[Records contained in a dataset]
Content starts

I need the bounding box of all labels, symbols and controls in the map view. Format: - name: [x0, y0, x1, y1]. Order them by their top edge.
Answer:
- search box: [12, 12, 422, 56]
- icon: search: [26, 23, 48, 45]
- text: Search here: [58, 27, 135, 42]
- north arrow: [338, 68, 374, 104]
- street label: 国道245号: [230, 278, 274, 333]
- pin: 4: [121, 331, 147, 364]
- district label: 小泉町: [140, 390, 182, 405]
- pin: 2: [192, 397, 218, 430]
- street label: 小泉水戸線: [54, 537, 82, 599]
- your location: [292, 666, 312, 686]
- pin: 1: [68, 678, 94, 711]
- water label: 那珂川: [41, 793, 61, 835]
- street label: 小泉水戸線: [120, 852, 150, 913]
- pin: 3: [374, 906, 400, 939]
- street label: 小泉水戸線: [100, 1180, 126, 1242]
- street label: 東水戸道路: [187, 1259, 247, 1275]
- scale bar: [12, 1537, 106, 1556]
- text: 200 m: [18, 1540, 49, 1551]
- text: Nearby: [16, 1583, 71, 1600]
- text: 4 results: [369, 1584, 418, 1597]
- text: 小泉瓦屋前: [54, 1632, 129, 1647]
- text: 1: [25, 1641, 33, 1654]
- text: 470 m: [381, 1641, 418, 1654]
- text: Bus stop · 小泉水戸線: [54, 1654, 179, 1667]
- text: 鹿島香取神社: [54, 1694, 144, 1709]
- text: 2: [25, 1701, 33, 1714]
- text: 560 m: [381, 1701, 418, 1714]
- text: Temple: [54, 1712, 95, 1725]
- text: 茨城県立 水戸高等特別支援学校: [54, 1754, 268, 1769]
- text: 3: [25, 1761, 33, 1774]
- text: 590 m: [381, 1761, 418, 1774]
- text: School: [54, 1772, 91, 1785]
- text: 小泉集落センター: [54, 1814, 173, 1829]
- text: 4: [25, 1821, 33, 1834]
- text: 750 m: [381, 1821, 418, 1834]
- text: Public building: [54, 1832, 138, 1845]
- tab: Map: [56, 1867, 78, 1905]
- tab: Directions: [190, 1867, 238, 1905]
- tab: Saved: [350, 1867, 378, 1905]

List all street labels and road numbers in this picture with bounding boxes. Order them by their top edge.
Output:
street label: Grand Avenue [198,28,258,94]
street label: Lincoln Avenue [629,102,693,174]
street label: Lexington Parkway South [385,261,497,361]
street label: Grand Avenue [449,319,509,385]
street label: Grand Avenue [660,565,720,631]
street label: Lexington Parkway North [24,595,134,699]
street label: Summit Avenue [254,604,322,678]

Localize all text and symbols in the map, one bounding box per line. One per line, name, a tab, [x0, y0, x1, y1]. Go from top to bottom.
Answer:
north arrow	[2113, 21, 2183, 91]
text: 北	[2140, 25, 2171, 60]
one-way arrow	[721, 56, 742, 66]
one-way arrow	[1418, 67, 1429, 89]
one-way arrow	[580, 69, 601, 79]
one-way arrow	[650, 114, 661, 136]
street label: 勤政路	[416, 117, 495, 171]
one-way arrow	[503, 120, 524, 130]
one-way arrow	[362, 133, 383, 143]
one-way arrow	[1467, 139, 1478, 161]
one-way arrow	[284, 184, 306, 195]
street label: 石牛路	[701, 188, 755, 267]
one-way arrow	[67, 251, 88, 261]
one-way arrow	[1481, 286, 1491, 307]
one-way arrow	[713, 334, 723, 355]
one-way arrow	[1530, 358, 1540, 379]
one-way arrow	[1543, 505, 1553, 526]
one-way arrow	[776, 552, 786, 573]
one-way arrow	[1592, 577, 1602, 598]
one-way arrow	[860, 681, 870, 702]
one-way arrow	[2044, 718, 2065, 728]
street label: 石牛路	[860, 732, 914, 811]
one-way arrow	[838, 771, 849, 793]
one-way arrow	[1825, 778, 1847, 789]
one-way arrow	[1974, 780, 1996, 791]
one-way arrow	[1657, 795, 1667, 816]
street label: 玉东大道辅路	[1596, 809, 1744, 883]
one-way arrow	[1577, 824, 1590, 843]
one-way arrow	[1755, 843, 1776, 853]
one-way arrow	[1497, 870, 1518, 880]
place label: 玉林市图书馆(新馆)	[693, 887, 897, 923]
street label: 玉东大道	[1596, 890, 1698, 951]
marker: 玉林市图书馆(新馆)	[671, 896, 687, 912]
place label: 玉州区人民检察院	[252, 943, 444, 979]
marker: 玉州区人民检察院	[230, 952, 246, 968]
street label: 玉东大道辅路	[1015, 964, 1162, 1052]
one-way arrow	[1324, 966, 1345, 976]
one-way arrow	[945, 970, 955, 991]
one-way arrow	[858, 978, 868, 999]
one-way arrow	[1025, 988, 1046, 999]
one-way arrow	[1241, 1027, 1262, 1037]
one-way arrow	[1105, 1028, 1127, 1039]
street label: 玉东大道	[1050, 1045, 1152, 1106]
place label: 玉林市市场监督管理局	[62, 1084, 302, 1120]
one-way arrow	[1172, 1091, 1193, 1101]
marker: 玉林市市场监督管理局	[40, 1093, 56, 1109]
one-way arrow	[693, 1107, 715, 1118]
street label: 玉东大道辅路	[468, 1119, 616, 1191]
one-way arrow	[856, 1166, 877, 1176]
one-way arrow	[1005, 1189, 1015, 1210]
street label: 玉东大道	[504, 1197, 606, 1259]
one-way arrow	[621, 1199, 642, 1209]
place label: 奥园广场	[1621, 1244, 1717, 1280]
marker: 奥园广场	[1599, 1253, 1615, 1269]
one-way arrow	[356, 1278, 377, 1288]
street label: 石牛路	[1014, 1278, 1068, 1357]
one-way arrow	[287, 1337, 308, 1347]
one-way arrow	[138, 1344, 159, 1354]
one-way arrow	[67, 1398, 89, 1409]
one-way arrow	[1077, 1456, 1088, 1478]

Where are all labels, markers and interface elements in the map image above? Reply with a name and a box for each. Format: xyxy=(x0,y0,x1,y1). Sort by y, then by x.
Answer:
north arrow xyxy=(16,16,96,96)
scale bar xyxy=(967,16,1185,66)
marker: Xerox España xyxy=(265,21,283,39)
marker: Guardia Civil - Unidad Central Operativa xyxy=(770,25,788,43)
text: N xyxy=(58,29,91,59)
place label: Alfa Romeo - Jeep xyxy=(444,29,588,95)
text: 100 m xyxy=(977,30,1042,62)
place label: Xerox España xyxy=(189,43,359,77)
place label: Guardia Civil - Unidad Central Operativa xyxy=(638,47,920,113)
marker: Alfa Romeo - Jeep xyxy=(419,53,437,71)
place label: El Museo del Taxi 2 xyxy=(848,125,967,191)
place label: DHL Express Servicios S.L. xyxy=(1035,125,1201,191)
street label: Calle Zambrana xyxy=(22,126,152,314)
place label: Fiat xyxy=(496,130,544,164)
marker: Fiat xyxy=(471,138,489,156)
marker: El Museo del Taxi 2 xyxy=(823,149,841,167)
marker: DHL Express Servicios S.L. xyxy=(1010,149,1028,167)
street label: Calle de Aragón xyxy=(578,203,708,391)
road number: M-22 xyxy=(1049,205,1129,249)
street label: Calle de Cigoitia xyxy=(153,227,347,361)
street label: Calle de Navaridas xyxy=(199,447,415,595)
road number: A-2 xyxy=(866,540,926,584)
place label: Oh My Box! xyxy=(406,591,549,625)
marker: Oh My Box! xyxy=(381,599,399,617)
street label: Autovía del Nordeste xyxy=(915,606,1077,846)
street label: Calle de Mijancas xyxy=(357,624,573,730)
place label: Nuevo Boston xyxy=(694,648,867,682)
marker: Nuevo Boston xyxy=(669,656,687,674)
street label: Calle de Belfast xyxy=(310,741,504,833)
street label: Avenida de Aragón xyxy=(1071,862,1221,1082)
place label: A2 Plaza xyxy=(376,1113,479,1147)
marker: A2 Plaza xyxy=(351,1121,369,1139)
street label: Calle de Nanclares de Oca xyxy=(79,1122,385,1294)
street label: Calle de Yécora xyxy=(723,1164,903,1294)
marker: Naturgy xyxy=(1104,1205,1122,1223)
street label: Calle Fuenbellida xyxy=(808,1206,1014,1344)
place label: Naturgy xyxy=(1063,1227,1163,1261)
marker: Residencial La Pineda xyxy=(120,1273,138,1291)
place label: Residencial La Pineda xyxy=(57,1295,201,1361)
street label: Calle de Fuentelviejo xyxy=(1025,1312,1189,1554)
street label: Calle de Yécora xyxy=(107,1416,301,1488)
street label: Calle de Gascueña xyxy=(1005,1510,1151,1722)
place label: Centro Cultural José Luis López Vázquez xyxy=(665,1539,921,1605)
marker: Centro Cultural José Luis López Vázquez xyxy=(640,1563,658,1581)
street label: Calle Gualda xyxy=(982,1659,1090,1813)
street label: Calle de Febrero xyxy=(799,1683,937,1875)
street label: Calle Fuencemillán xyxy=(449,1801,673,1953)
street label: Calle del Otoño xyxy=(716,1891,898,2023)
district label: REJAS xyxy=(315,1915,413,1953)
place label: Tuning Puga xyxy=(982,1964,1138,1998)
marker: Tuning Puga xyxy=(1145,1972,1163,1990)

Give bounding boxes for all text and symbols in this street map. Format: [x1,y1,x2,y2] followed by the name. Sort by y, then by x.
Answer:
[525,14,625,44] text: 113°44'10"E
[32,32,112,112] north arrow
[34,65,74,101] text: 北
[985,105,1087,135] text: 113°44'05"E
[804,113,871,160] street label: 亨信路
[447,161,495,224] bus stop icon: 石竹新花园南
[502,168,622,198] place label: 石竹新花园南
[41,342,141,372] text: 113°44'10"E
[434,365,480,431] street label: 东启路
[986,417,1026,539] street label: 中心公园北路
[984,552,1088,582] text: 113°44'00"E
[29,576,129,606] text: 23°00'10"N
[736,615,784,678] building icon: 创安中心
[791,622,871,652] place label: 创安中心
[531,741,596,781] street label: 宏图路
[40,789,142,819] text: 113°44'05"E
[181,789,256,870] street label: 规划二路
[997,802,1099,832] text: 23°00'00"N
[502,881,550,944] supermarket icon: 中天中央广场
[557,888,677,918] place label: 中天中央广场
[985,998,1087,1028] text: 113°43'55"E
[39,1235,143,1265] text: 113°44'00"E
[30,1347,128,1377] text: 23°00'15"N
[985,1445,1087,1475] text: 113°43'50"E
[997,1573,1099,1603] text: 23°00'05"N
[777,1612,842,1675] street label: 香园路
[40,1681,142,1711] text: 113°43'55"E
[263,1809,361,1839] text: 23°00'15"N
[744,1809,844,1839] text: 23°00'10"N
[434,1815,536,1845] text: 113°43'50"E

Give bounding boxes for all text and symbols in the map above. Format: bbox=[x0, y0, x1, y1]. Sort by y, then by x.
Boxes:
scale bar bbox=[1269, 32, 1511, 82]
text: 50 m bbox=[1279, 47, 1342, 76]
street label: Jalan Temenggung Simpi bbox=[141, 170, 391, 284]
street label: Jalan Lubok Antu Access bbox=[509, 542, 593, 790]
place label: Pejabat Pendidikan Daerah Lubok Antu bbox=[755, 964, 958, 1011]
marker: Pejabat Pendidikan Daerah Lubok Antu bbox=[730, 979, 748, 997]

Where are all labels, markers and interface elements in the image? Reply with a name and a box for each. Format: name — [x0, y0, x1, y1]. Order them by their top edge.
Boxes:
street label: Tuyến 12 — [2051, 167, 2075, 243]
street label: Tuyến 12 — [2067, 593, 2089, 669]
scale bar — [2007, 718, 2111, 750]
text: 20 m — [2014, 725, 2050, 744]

Content ends

_Exercise objective:_
Which lines of the records hold the string "玉林市图书馆"? Copy each one.

_Exercise solution:_
place label: 玉林市图书馆(新馆)	[693, 887, 897, 923]
marker: 玉林市图书馆(新馆)	[671, 896, 687, 912]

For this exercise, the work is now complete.